[EXERCISE]:
Copy every record below exactly.

*** SUPPLIED RECORDS ***

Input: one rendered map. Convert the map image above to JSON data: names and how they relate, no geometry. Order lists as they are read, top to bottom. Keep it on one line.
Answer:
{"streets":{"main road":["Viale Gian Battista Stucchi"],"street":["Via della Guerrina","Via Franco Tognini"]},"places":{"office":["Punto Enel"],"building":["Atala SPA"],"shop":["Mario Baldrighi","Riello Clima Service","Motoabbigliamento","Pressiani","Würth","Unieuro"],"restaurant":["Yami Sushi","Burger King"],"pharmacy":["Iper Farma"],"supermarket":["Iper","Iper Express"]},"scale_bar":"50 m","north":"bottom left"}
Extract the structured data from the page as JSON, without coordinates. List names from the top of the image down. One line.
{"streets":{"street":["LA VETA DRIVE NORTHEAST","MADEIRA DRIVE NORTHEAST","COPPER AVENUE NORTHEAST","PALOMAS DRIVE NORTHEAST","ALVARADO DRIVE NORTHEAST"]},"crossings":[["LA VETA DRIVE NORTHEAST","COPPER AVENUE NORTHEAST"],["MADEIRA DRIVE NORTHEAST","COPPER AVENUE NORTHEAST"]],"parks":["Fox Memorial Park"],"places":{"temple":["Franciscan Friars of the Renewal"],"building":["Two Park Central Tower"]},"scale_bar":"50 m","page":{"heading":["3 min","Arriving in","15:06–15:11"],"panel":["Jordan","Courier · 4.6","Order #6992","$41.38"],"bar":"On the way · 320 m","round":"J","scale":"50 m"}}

*** End of SUPPLIED RECORDS ***

[RESPONSE AREA]:
Input: one rendered map. Convert the map image above to JSON data: names and how they relate, no geometry. Order lists as they are read, top to bottom. Keep it on one line.
Answer:
{"streets":{"main road":["Viale Gian Battista Stucchi"],"street":["Via della Guerrina","Via Franco Tognini"]},"places":{"office":["Punto Enel"],"building":["Atala SPA"],"shop":["Mario Baldrighi","Riello Clima Service","Motoabbigliamento","Pressiani","Würth","Unieuro"],"restaurant":["Yami Sushi","Burger King"],"pharmacy":["Iper Farma"],"supermarket":["Iper","Iper Express"]},"scale_bar":"50 m","north":"bottom left"}
Extract the structured data from the page as JSON, without coordinates. List names from the top of the image down. One line.
{"streets":{"street":["LA VETA DRIVE NORTHEAST","MADEIRA DRIVE NORTHEAST","COPPER AVENUE NORTHEAST","PALOMAS DRIVE NORTHEAST","ALVARADO DRIVE NORTHEAST"]},"crossings":[["LA VETA DRIVE NORTHEAST","COPPER AVENUE NORTHEAST"],["MADEIRA DRIVE NORTHEAST","COPPER AVENUE NORTHEAST"]],"parks":["Fox Memorial Park"],"places":{"temple":["Franciscan Friars of the Renewal"],"building":["Two Park Central Tower"]},"scale_bar":"50 m","page":{"heading":["3 min","Arriving in","15:06–15:11"],"panel":["Jordan","Courier · 4.6","Order #6992","$41.38"],"bar":"On the way · 320 m","round":"J","scale":"50 m"}}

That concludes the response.